Nesting usually occurs once every one or two years, and the breeding season varies by their range, rainy seasons and availability of food. Those found in the southern parts of their range usually start breeding in December and those further north may get started in late December to January. If conditions are right, they breed year-round.
These cavity nesters will usually raise their young in the holes of dead or live tall canopy trees (such as broken tree limps) or holes excavated by other birds, including large woodpeckers. Occasionally, they excavate their own cavities in soft snags.
The average clutch size consists of one up to four white, rounded eggs (mostly one or two), Most of the incubation (brooding) of the eggs is undertaken by the female; while the male protects the nest and brings food.
He will assist with the brooding, as needed. The eggs are incubated for 24 – 28 days to hatching. Depending on the age of the chicks, the parents will feed them 4 to 15 times each day.
The younger ones have to be fed more often since their crops are smaller. As the chicks grow larger, their crops can hold more food and the number of feedings each day goes down.
The chicks will fledge (leave the nest) when they are about 97 to 140 days old and are independent about one or two years later. The parents won’t get started on a new brood until their previous young have become independent.

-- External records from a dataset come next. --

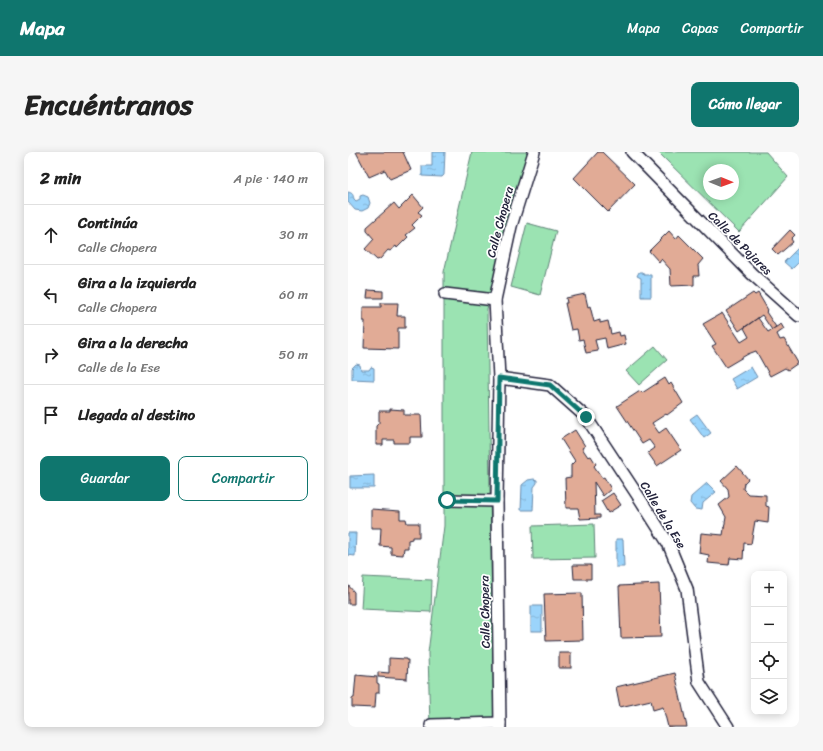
<!DOCTYPE html>
<html lang="es">
<head>
<meta charset="utf-8">
<style>
  :root { --surface:#fff; --page:#f6f6f6; --text:#222; --muted:#767676; --line:#e0e0e0; --accent:#0f766e }
  body { margin:0; font-family:Sriracha,sans-serif; background:var(--page); color:var(--text) }
  .controls { position:absolute; right:12px; bottom:12px; display:grid; overflow:hidden; border-radius:8px; box-shadow:0 2px 10px #0003 }
  .controls button { width:36px; height:36px; display:grid; place-items:center; padding:0; border:0; border-bottom:1px solid var(--line); background:var(--surface); color:var(--text); font:20px sans-serif }
  .compass { position:absolute; left:355px; top:12px; width:36px; height:36px; border-radius:50%; background:var(--surface); box-shadow:0 2px 10px #0003; rotate:91deg }
  .stop { position:absolute; width:12px; height:12px; margin:-9px; border:3px solid #0f766e; border-radius:50%; background:#fff }
  .stop.end { background:#0f766e; border-color:#fff; box-shadow:0 1px 4px #0008 }
  .list { margin:0; padding:0; list-style:none }
  h2 { display:flex; justify-content:space-between; align-items:center; height:52px; margin:0; padding:0 16px; font-size:17px }
  h2 small { font-size:13px; font-weight:400; color:var(--muted) }
  .list li { display:grid; grid-template-columns:26px 1fr auto; gap:12px; align-items:center; box-sizing:border-box; height:60px; padding:0 16px; border-top:1px solid var(--line) }
  .list b { display:block; font-size:15px; white-space:nowrap }
  .list p { margin:0; font-size:13px; white-space:nowrap; color:var(--muted) }
  .list em { font-size:13px; font-style:normal; color:var(--muted) }
  .actions { display:flex; gap:8px; padding:12px 16px }
  .actions a { flex:1; padding:9px 0; border:1px solid var(--accent); border-radius:8px; text-align:center; font-size:14px; color:var(--accent) }
  .actions .main { background:var(--accent); color:#fff }
  .icon { flex:none; width:22px; height:22px; fill:none; stroke:currentColor; stroke-width:2; stroke-linecap:round; stroke-linejoin:round }
  .map { position:relative; flex:none; width:451px; height:575px; overflow:hidden; border-radius:8px }
  header { display:flex; align-items:center; gap:24px; box-sizing:border-box; height:56px; padding:0 20px; background:var(--accent); color:#fff }
  header strong { font-size:19px }
  nav { display:flex; gap:22px; margin-inline-start:auto; font-size:14px }
  .intro { display:flex; align-items:center; justify-content:space-between; box-sizing:border-box; height:96px; padding:0 24px }
  h1 { margin:0; font-size:28px }
  .button { padding:10px 18px; border-radius:8px; background:var(--accent); color:#fff; font-size:14px; font-weight:700 }
  main { display:flex; gap:24px; padding:0 24px }
  aside { flex:1; background:var(--surface); border-radius:8px; box-shadow:0 2px 10px #0003 }
  .map>svg:first-child { display:block }
</style>
</head>
<body>
<header>
<strong>Mapa</strong>
<nav><a>Mapa</a><a>Capas</a><a>Compartir</a></nav>
</header>
<div class="intro"><h1>Encuéntranos</h1><a class="button">Cómo llegar</a></div>
<main>
<aside>
<h2>2 min<small>A pie · 140 m</small></h2>
<ul class="list">
<li><svg class="icon" aria-label="ahead" viewBox="0 0 24 24"><path d="M12 20V5M6 11l6-6 6 6"/></svg><div><b>Continúa</b><p>Calle Chopera</p></div><em>30 m</em></li>
<li><svg class="icon" aria-label="left" viewBox="0 0 24 24"><path d="M17 20v-9H6M10 6l-5 5 5 5"/></svg><div><b>Gira a la izquierda</b><p>Calle Chopera</p></div><em>60 m</em></li>
<li><svg class="icon" aria-label="right" viewBox="0 0 24 24"><path d="M7 20v-9h11M14 6l5 5-5 5"/></svg><div><b>Gira a la derecha</b><p>Calle de la Ese</p></div><em>50 m</em></li>
<li><svg class="icon" aria-label="arrive" viewBox="0 0 24 24"><path d="M6 21V4h12l-3 4 3 4H6"/></svg><div><b>Llegada al destino</b></div></li>
</ul>
<div class="actions"><a class="main">Guardar</a><a>Compartir</a></div>
</aside>
<div class="map">
<svg width="451" height="575" viewBox="0 0 451 575">
  <defs>
    <pattern id="water-ripples" width="26" height="14" patternUnits="userSpaceOnUse"><rect width="26" height="14" fill="#9bd4fb"/><path d="M2 4q2-2 4 0t4 0M15 11q2-2 4 0t4 0" fill="none" stroke="#85b6d8"/></pattern>
  </defs>
  <rect width="100%" height="100%" fill="#fff"/>
  <filter id="ink" filterUnits="userSpaceOnUse"><feTurbulence type="fractalNoise" baseFrequency=".025" numOctaves="2"/><feDisplacementMap in="SourceGraphic" scale="8" xChannelSelector="R" yChannelSelector="G"/><feConvolveMatrix kernelMatrix="1 2 1 2 8 2 1 2 1" color-interpolation-filters="sRGB"/></filter>
  <g filter="url(#ink)">
    <!-- green -->
    <g fill="#9be3b2" stroke="#5e8276" fill-rule="evenodd">
      <path d="M124,0h59l-22,66 -22,91 7,418h-64l-2,-74 16,-127v-254z"/>
      <path d="M310,0h108l22,25 -49,55zM361,18h24v24h-24z"/>
      <path d="M179,71l29,8 -16,64 -29,-8z"/>
      <path d="M307,194l12,14 -28,25 -13,-14z"/>
      <path d="M246,372l1,34 -62,1 -1,-33z"/>
      <path d="M15,425l69,3 -1,32 -70,-3z"/>
    </g>
    <!-- water -->
    <g fill="url(#water-ripples)" stroke="#6b8dae">
      <path d="M84,0h13l-1,23 -2,2 -20,-1v-10h10z"/>
      <path d="M0,40c5,1 5,3 6,7l2,2 4,-2v-3l3,-1 5,2 2,6 -2,5 -6,3 -7,-1 -7,-8z"/>
      <path d="M451,95v15l-7,7 -8,-7z"/>
      <path d="M291,120h3l2,3h7v22h-10v-19l-4,-2z"/>
      <path d="M8,212l4,1 1,5h8l2,-3 3,1v12l-22,-1v-11z"/>
      <path d="M403,215l6,10 -20,12 -6,-10z"/>
      <path d="M349,262l14,19 -7,5 -14,-19z"/>
      <path d="M26,323v13h-24v-12z"/>
      <path d="M186,327l3,1v3l-3,4 -1,23h-12l1,-25 6,-5z"/>
      <path d="M359,331l9,9 -13,11 -1,7 -7,-1 -5,-6 1,-6z"/>
      <path d="M0,381h8l-1,23 -7,-1z"/>
      <path d="M268,387h7l1,28h-8z"/>
      <rect x="183" y="454" width="11" height="25"/>
    </g>
    <!-- building -->
    <g fill="#e1ab96" stroke="#22223b">
      <path d="M8,0h47l8,18 -21,9 -5,-9 -16,7z"/>
      <path d="M250,0h4l33,32 -27,28 -34,-34z"/>
      <path d="M65,43l10,12 -5,5 4,3 -10,10 3,3 -9,7 2,2 -11,11 -1,-2 -6,5 -2,-1 -8,9 -3,1 -12,-11 9,-10 -7,-8v-4l27,-24 5,6z"/>
      <path d="M442,78l5,5 -4,4 2,3 -15,13 -6,-6z"/>
      <path d="M321,79l7,8 3,-4 24,24 -5,6 1,11h-5v9l-23,1 -1,-17 -9,-10 -2,3 -10,-11z"/>
      <path d="M20,138l15,1v7h-16z"/>
      <path d="M405,141l2,2 3,-2 10,17 -2,2 10,15 -4,3 -10,-15 -23,16 -13,-20z"/>
      <path d="M237,142l3,13 2,-1 4,16 6,-2v3l8,-2 3,13 8,-2 1,4 4,-1 2,9 -19,5 -2,-11 -10,2 3,11 -12,2 -3,-14 -4,1 -2,-11 -6,1 -6,-27h2l-1,-5z"/>
      <path d="M33,151h17l-1,13h8v12h-7v21l-34,-1 1,-27h-2v-14h18z"/>
      <path d="M374,161l19,29 8,-5 -5,-9 14,-10 10,14 13,-8 3,5 -7,5 3,6 4,-1 14,24 -10,7 -3,-2 -15,8 -14,-25 -8,3 -22,13 -14,-21 4,-2 -13,-20z"/>
      <path d="M317,226l4,7 2,-2 12,20 -16,12 -1,-1 -14,9 7,10 7,-5 15,22 -24,16 -9,-13 7,-5 -6,-8 -7,4 -25,-38 23,-15 2,2z"/>
      <path d="M42,257l14,1v5h17l1,22h-12v6h-16v-3h-11v5h-7v-19l3,-3v-12h11z"/>
      <path d="M227,278l10,16 -3,2 6,9 3,-1 5,8 -2,2 8,12 2,-1 7,12 -8,7 -9,-14 1,33h5v3l-20,1 -2,-11h-12l-1,-30 6,-1v-12l4,-4 -14,-22z"/>
      <path d="M389,314l11,13 -4,4 -1,6 5,5 18,1v11l3,1 -1,16 -13,-2 -4,23 -7,-1 -1,16 -13,-1 -1,7 -21,-2 1,-8 -10,-2 2,-20 22,2 3,-18 -7,-12 10,-8 -1,-8 -7,-8z"/>
      <path d="M265,341l8,12 -13,8 -7,-12z"/>
      <path d="M23,357l29,2v8h6l1,4h12v14h-7v2l-4,1v8h-4l-1,7 -12,-1v-7l-11,-1 1,-18h-10z"/>
      <path d="M225,413h18v14h-17z"/>
      <path d="M311,432l2,53 -40,1 -2,-52z"/>
      <path d="M0,433l6,7v12h-6z"/>
      <path d="M234,441l1,47 -37,1 -2,-47z"/>
      <rect x="211" y="501" width="12" height="15"/>
      <path d="M41,506l17,1v1h2l-1,19 -29,-2v-5l11,1z"/>
      <path d="M327,521l12,54h-19l-5,-20 -10,3 -2,-10 -31,7 -4,-20z"/>
      <path d="M8,523l21,2v6l2,1v9h-3l-1,15 -23,-1v-9h2z"/>
    </g>
    <g fill="none" stroke-linecap="round" stroke-linejoin="round">
      <!-- minor casing -->
      <g stroke="#22223b" stroke-width="14">
        <g id="minor">
          <path d="M284,0l120,122 47,42"/>
          <path d="M97,142l50,6"/>
          <path d="M151,226l51,7 36,32 54,82 28,44 19,46 12,93 29,45"/>
          <path d="M99,348l50,1"/>
          <path d="M83,573l69,-2"/>
          <path d="M152,575l-3,-226 2,-123 -4,-78 16,-74 23,-74"/>
        </g>
      </g>
      <!-- minor -->
      <use href="#minor" stroke="#fff" stroke-width="11"/>
    </g>
  </g>
  <g fill="none" stroke-linecap="round" stroke-linejoin="round" filter="url(#ink)">
    <!-- route -->
    <path stroke="#0f766e" stroke-width="5" d="M99,348l50,1 2,-123 51,7 36,32"/>
  </g>
  <g text-anchor="middle" stroke-width="3.5" stroke-linejoin="round" paint-order="stroke">
    <!-- street labels -->
    <g font-size="12" fill="#22223b" stroke="#fff">
      <text transform="translate(152 70) rotate(-75)" y="4">Calle Chopera</text>
      <text transform="translate(392 91) rotate(45)" y="4">Calle de Pajares</text>
      <text transform="translate(315 363) rotate(59)" y="4">Calle de la Ese</text>
      <text transform="translate(137 460) rotate(-91)" y="4">Calle Chopera</text>
    </g>
  </g>
</svg>
<div class="controls">
<button>+</button>
<button>−</button>
<button><svg class="icon" aria-label="locate" viewBox="0 0 24 24"><circle cx="12" cy="12" r="6"/><path d="M12 2v4M12 18v4M2 12h4M18 12h4"/></svg></button>
<button><svg class="icon" aria-label="layers" viewBox="0 0 24 24"><path d="M12 4l9 5-9 5-9-5zM3 14l9 5 9-5"/></svg></button>
</div>
<svg class="compass" viewBox="-18 -18 36 36"><path d="M0-13l5 13h-10z" fill="#e53935"/><path d="M0 13l5-13h-10z" fill="#767676"/></svg>
<div class="stop" style="left:99px;top:348px"></div>
<div class="stop end" style="left:238px;top:265px"></div>
</div>
</main>
</body>
</html>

Calls / Vocalizations / Sounds
They emit harsh, loud screeching calls, which are somewhat more drawn out than calls made by the Blue-and-gold Macaws. Their vocalizations include harsh screeches, guttural squawks and growls.
Lifespan / Longevity
They can expect to live 33 to 50 years. Captive birds that received quality care have lived to the ripe, old age of 80.
Their shorter lifespan in the wild is mostly due to predation of the young (mostly), nesting or vulnerable adults by monkeys, toucans, snakes, and other large mammals.
They reach reproductive maturity when they are about 3 to 4 years old.